I've just got a copy of the Cone "A dictionary of pali". It does not have any description and guide to the entries. And I do not really understand the somehow "cryptic" statements under the entries.

Please, if you are familiar with reading dictionaries, could you help what e.g. this entry below (a really sort one - atu) contains.

1. "m." This is OK. I found it in the abbreviations = masculine
2. "[?]" I do not have a clue what this mean. It is not in any of the abbreviations in the book.
3. "father;" OK. This will be the meaning
4. "?" a question mark again... What does it mean here?
5. "M I 449, 1" To my understanding here M stands for Majjhimanikaya (PTS edition), volume 1, page 449 line 1. And I checked the given book and the samle sentence segment is there "Bhikkhusa atu mari, bhikkhusa matu mari, ..."
6. "Ps III 165, 6" Similar as above. Papancasudani, volume III page 165, line 6. But it is not totally clear how and why this way was the quotation is made.

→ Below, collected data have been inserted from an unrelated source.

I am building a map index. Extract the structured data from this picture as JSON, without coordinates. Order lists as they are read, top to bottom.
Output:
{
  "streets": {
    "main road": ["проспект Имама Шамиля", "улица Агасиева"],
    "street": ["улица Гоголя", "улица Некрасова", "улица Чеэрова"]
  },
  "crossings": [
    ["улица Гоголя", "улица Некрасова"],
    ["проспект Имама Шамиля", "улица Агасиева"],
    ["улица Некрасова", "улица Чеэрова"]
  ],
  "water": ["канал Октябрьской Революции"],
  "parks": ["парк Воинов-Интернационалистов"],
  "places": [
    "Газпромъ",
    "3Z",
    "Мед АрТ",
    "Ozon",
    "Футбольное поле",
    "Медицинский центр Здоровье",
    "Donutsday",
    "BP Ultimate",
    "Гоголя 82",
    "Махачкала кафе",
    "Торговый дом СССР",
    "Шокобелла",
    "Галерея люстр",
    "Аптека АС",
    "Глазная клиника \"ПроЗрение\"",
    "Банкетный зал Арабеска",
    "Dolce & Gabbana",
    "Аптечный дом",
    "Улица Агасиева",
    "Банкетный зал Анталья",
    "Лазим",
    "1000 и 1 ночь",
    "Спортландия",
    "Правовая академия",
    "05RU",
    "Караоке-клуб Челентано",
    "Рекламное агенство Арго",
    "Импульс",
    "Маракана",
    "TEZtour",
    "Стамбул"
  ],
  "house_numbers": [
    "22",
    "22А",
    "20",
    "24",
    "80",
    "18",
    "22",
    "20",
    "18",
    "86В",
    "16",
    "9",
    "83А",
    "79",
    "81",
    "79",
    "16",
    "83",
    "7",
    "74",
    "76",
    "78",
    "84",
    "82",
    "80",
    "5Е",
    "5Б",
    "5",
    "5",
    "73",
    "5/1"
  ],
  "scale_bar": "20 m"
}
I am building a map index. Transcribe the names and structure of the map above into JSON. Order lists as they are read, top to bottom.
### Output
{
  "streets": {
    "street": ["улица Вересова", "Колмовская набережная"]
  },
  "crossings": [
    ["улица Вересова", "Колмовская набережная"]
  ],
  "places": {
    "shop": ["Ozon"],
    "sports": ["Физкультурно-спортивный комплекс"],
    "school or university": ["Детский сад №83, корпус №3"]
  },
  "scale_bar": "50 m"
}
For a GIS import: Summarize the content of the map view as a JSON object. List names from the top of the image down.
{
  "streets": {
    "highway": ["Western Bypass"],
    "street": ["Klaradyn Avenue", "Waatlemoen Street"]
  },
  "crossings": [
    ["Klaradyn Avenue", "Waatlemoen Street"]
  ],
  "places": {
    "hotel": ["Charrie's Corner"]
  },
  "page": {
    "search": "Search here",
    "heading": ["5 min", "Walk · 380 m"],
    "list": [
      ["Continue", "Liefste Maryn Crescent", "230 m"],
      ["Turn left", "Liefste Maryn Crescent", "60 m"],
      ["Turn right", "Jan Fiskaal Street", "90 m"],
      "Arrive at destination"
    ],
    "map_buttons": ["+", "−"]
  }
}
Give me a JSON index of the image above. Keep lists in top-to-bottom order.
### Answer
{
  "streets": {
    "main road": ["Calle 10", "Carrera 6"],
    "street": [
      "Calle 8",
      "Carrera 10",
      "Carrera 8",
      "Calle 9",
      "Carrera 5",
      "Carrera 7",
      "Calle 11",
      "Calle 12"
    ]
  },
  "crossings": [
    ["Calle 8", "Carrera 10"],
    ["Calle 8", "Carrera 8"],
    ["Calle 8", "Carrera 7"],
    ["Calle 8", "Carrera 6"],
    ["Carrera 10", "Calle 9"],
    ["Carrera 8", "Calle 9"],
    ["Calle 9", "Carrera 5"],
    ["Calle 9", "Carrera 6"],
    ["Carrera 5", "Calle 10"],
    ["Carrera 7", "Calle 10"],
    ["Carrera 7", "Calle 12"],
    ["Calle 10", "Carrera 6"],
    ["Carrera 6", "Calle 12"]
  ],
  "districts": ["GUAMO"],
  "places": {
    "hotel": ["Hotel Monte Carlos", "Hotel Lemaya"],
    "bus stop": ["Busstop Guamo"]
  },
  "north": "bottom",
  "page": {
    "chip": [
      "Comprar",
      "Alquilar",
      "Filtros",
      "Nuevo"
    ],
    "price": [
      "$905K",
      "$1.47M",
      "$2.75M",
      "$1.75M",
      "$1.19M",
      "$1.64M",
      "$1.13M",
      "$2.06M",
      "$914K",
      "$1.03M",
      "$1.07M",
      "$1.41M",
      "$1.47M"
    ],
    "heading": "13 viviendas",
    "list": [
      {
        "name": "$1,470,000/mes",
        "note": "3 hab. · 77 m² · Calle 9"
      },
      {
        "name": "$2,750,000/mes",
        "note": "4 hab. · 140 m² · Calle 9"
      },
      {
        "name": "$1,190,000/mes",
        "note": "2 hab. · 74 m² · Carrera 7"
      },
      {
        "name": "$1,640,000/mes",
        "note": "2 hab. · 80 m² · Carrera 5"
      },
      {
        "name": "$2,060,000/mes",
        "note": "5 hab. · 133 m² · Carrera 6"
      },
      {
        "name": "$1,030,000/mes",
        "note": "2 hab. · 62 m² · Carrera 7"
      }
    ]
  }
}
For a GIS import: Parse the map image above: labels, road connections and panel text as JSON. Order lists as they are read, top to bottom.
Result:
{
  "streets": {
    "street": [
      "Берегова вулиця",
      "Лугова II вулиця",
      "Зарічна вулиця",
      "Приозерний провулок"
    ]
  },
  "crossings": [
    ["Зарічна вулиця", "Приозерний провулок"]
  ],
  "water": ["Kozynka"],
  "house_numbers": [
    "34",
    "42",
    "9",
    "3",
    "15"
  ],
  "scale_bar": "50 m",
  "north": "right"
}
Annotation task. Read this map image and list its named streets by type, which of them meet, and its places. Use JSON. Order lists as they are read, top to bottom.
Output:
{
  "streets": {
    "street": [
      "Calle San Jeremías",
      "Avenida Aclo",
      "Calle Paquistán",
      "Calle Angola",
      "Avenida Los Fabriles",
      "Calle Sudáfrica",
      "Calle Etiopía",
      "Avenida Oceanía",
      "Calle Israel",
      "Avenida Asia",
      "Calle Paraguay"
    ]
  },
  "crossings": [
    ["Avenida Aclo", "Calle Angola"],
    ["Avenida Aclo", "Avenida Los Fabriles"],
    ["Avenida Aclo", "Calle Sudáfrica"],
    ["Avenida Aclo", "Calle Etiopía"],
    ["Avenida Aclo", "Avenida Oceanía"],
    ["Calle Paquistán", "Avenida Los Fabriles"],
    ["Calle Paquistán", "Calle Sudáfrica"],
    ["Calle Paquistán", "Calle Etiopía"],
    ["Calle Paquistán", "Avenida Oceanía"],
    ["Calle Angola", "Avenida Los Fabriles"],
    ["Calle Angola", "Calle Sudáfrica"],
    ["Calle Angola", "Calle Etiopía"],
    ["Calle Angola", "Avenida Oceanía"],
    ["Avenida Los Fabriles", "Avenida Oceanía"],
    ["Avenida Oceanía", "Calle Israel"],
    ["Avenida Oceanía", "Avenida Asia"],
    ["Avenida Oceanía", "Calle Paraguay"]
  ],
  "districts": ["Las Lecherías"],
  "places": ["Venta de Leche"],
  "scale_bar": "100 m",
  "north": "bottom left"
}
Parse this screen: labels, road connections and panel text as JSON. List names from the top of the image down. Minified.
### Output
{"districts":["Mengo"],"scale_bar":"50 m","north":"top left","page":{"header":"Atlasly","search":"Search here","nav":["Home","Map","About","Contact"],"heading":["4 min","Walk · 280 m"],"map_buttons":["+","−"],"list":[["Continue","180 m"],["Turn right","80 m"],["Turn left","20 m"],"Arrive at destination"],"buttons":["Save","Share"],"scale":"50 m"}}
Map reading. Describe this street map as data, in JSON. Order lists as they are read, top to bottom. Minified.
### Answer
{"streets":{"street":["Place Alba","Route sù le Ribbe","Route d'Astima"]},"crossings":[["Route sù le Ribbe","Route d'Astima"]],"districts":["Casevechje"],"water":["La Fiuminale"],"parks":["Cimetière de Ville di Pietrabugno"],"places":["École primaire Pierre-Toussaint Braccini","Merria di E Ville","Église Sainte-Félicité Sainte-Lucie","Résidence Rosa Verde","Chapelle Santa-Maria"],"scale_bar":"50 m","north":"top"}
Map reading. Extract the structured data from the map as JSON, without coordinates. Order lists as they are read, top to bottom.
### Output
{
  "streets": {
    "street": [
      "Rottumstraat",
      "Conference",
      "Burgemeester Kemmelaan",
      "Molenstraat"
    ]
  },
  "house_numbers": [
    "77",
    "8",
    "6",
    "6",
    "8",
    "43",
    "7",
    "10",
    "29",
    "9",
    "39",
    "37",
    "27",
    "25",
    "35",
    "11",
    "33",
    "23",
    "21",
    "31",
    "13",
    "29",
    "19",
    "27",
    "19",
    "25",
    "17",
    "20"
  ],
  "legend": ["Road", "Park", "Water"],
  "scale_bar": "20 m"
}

The quotation in the dictionary was like: "~u ti pita ..."

I have checked the atthakatta and relevant part looks like:
"Ātumārī mātumārīti ettha ātūti pitā, mātūti mātā.
Idaṃ vuttaṃ hoti – yassa pitā vā mātā vā atthi, taṃ mātāpitaro amhākaṃ puttakoti yathā tathā vā
uppādetvā yaṃkiñci khādanīyabhojanīyaṃ datvā ekasmiṃ ṭhāne sayāpenti. So evaṃ rattiṃ piṇḍāya na
carati. Tuyhaṃ pana mātāpitaro matā maññe, tena evaṃ carasīti."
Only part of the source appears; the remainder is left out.